HGF-induced ERK activation underlying MDCK scattering and tubulogenesis is regulated by rate of stimulation, not matrix dimensionality. (A) MDCK cells before and after stimulation with 25 ng/ml HGF for 24 hours. (B) ERK phosphorylation in response to 25 ng/ml HGF stimulation in MDCK cells.

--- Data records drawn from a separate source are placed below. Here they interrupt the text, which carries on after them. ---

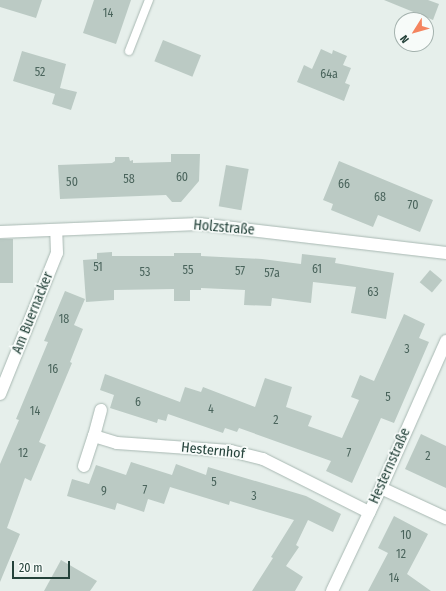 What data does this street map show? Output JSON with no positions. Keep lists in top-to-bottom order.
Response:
{
  "streets": {
    "street": [
      "Holzstraße",
      "Am Buernacker",
      "Hesternhof",
      "Hesternstraße"
    ]
  },
  "crossings": [
    ["Holzstraße", "Am Buernacker"],
    ["Hesternhof", "Hesternstraße"]
  ],
  "house_numbers": [
    "14",
    "52",
    "64a",
    "60",
    "58",
    "50",
    "66",
    "68",
    "70",
    "51",
    "61",
    "55",
    "57",
    "53",
    "57a",
    "63",
    "18",
    "3",
    "16",
    "5",
    "6",
    "4",
    "14",
    "2",
    "12",
    "7",
    "2",
    "5",
    "7",
    "9",
    "3",
    "10",
    "12",
    "14"
  ],
  "scale_bar": "20 m",
  "north": "bottom left"
}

Means ± s.e.m. are from at least five independent experiments. Colored asterisks in the graph represent P<0.05 relative to time 0, via Student's t-test with Bonferroni correction for multiple comparisons. Black asterisks represent significantly different (P<0.05) profiles between 2D, macrogel and microgel, via Mann-Whitney U-test. (C) MDCK cells treated with 10 μM U0126 and then stimulated with HGF. (D) Profiles of HGF stimulation applied to MDCK cells cultured in microgels. Ramp 1: 0.1 ng/ml/minute; Ramp 2: 0.05 ng/ml/minute. Cells were lysed 2 hours from start or end of stimulation (black, blue, green arrows). (E) ERK phosphorylation in response to dynamic stimulation with HGF. Means ± s.e.m. are from at least five independent experiments. *P<0.05; #, P<0.10, Student's t-test with Bonferroni correction for multiple comparisons. Scale bars: 20 μm.

Fig. 3.

HGF-induced MLC activity is determined by matrix dimensionality and regulates tubulogenesis. (A) Relative MLC phosphorylation in response to 25 ng/ml HGF in MDCK cells. Means ± s.e.m. are from at least five independent experiments. The phosphorylated myosin (ppMLC) blot for macrogels was exposed substantially longer to allow visualization of the relatively weak bands. *P<0.05 between data points at 240 minutes, via Student's t-test with Bonferroni correction for multiple comparisons. (B) Protein expression after knockdown of MYPT1 with siRNA relative to a non-transfected control. Means ± s.e.m. are from three independent experiments. *P<0.05; ***P<0.005, Student's t-test. (C) Control or MYPT1-knockdown MDCK cells stimulated with HGF. Scale bars: 20 μm.